Chapter 16 IDIOPATHIC URINARY RETENTION IN THE FEMALE



Urinary retention describes the inability to void voluntarily with a bladder volume exceeding the expected bladder capacity. More attention has been placed on male urinary retention caused by benign prostatic hypertrophy than urinary retention in women. Causes of incomplete bladder emptying in women are as variable and numerous as in men, but the presumed infrequency and difficulty in diagnosis accounts for less focus on them.1 The largest body of medical literature on causes of female urinary retention, even in the past decade, assumes a psychogenic or hysterical basis to the problem.2 The exact incidence of female urinary retention is unknown, but proper workup ensures that psychogenic retention is a diagnosis of exclusion and not an assumption. Excellent reviews of causes, workup, and management of urinary retention in females were published by Nitti and Raz1 and Smith and coworkers.3 Classically cited causes of urinary retention include neurologic, pharmacologic, anatomic, myopathic, functional, and psychogenic origins.

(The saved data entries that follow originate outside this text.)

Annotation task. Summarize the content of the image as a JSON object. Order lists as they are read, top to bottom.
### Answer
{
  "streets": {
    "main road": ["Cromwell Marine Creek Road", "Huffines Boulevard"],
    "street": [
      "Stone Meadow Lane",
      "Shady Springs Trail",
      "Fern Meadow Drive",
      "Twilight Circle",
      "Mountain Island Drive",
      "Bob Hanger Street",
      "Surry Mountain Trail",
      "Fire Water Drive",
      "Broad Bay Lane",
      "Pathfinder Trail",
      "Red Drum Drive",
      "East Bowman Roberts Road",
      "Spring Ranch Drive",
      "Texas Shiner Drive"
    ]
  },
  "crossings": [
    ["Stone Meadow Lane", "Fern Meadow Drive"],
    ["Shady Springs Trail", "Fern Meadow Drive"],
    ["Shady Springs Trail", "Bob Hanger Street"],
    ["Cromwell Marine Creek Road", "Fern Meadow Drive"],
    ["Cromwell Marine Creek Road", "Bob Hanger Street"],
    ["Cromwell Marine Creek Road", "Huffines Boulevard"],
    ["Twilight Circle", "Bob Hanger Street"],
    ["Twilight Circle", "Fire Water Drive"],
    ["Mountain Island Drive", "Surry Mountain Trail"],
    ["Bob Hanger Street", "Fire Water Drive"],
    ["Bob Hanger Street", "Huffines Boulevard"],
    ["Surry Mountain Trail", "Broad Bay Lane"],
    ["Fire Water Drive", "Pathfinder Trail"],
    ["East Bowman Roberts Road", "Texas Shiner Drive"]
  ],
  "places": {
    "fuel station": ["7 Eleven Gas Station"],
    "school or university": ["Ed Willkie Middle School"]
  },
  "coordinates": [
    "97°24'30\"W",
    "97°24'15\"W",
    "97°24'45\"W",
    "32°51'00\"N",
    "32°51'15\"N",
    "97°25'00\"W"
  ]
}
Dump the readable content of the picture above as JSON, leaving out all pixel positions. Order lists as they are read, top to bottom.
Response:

There are no quantitative definitions for bladder volumes associated with urinary retention. Instead, it is the effects of the urinary retention on the female patient that is of clinical concern. Diagnosis and management are not directed at addressing a specific volume or postvoid residual (PVR) volume; instead, the focus is on treating the effects of urinary retention. The symptomatic female patient may present with abdominal discomfort, irritative voiding symptoms, recurrent urinary tract infections, and incontinence and may eventually suffer from the sequelae of long-term retention, upper tract deterioration.


Instead of describing all of the causes of urinary retention in women, we focus on the area of idiopathic urinary retention, a group of causes that was previously gathered under the term psychogenic retention. The following sections provide an overview of common causes of urinary retention, discuss the history and basis of idiopathic retention, and describe the diagnostic tools and treatment options for the management of pseudomyotonia, a term coined by Fowler in 1986.

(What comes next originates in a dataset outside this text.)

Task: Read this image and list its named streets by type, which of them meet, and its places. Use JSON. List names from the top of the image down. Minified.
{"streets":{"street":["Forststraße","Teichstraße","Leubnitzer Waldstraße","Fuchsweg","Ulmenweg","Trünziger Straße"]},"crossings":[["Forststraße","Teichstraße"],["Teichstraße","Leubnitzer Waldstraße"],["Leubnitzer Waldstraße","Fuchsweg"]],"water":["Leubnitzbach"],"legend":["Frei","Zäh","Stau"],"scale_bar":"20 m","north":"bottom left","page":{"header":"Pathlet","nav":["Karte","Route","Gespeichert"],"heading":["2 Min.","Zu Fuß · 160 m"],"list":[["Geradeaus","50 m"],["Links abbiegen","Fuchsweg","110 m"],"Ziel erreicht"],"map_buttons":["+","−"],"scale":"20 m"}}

ETIOLOGY AND PATHOPHYSIOLOGY OF URINARY RETENTION


Reviews have classified urinary retention as transient or established (i.e., requiring a more comprehensive workup). Transient causes include immobility (especially postoperative), constipation or fecal impaction, medications, urinary tract infections, delirium, endocrine abnormalities, and psychological problems. After the underlying cause is treated or the offending agent is removed, there is usually a return to normal voiding.1,3 Common causes of established urinary retention are listed in Box 16-1.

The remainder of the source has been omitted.